David: Yeah, that’s a great question. Honestly, that’s a place where FASB really messed up and allowing these unusual– I’m sorry, unrealized gains and losses to flow through operating earnings. They didn’t used to do that. They changed that rule. It makes no sense. It reflects how FASB gets a lot of pressure from corporate earnings to make changes. That’s why it’s important. They say, call your congressperson, right? Call your FASB representatives or comment so that they can hear from investors. Otherwise, the overwhelming amount of feedback comes from corporations, and of course, they’re conflicted.
Yeah, with Berkshire Hathaway, we actually throw them out. Whenever we’re doing our analysis and talking about the companies with the most distorted earnings, we just exclude Berkshire Hathaway, because so much of that distortion simply comes through the fact that they’re having to report unrealized gains and losses on their investment portfolio and their accounting earnings. It’s like, “Nope.” Anyone who’s following them knows you need to ignore it. So, we wouldn’t really be adding any value by pointing out, “Oh, Berkshire’s numbers are overstated by X or Y, or understated by X and Y because of the unrealized gains or losses.” But it is a big item, it’s a big number, and it’s super impactful on a company like that.

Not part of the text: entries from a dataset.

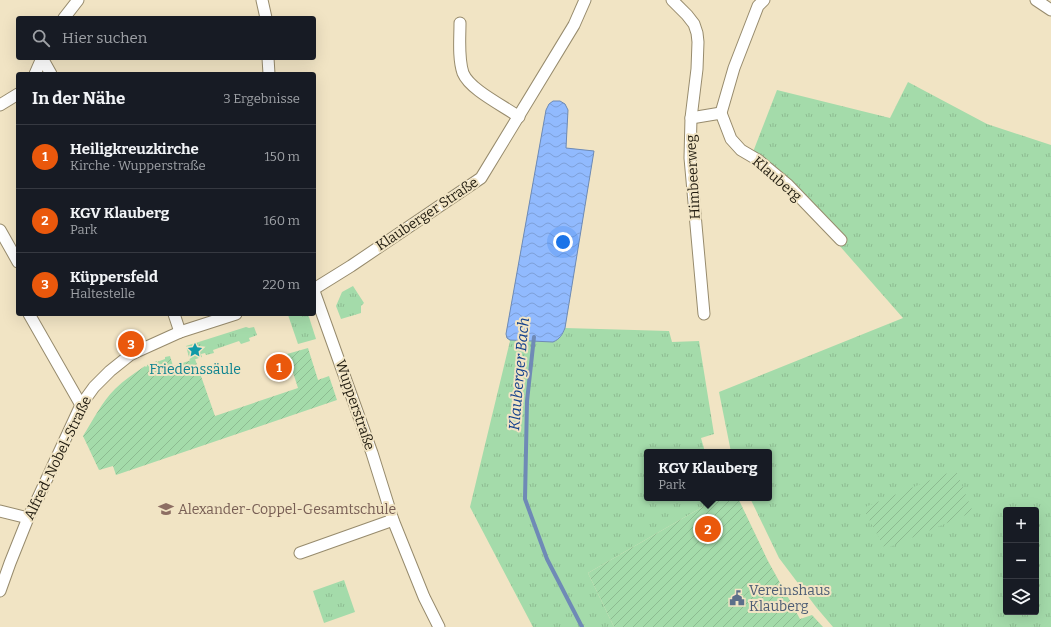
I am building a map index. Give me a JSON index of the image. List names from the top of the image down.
{
  "streets": {
    "street": [
      "Himbeerweg",
      "Klauberg",
      "Klauberger Straße",
      "Wupperstraße",
      "Alfred-Nobel-Straße"
    ]
  },
  "water": ["Klauberger Bach"],
  "places": {
    "place": ["Friedenssäule"],
    "school or university": ["Alexander-Coppel-Gesamtschule"],
    "public building": ["Vereinshaus Klauberg"]
  },
  "page": {
    "search": "Hier suchen",
    "heading": ["In der Nähe", "3 Ergebnisse"],
    "list": [
      {
        "mark": "1",
        "name": "Heiligkreuzkirche",
        "note": "Kirche · Wupperstraße",
        "value": "150 m"
      },
      {
        "mark": "2",
        "name": "KGV Klauberg",
        "note": "Park",
        "value": "160 m"
      },
      {
        "mark": "3",
        "name": "Küppersfeld",
        "note": "Haltestelle",
        "value": "220 m"
      }
    ],
    "pins": ["3", "1", "2"],
    "popup": ["KGV Klauberg", "Park"],
    "map_buttons": ["+", "−"]
  }
}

The Ignorance Of Fundamentals
Tobias: Do you have any suggestions for a better way to deal with it? Is there a simple fix to it, you just get rid of it? But then, how is it accounted for otherwise? What was the treatment of it? The change is only in the last five years, something like that.
David: I think it’s less than that.
Tobias: Even less than that.
David: I don’t remember. There’s so many rules that come through, and we’re we constantly track it. That’s another resource on our website that’s for free. The FASB track, we’re looking at every rule, we document how it’s going to affect report earnings or how it affects our models. To be honest, you may be right, Toby. It’s been in the last few years. The honest truth is that, when it comes to accounting, there’s just really not any shortcuts to getting to the answers. I think that’s the problem in many ways with the markets these days, is that Wall Street wants you to believe, it’s easy, you just rely on it. Now, investors, especially meme stock investors, have figured out, “Well, that’s not true.” They just rejected all fundamental analysis altogether, because they say, “Well, we can’t trust Wall Street. We’re not going to do the work ourselves. We can’t trust Corporate America, because they’re not going to make it simple enough. So, guess what? We’re just going to go into it and ignore fundamentals.”
I think that that’s a big part of what’s driving markets these days is just an intentional disrespect and ignorance of fundamentals, because they can, if they all join together, move stocks in a way that completely is disconnected from fundamentals.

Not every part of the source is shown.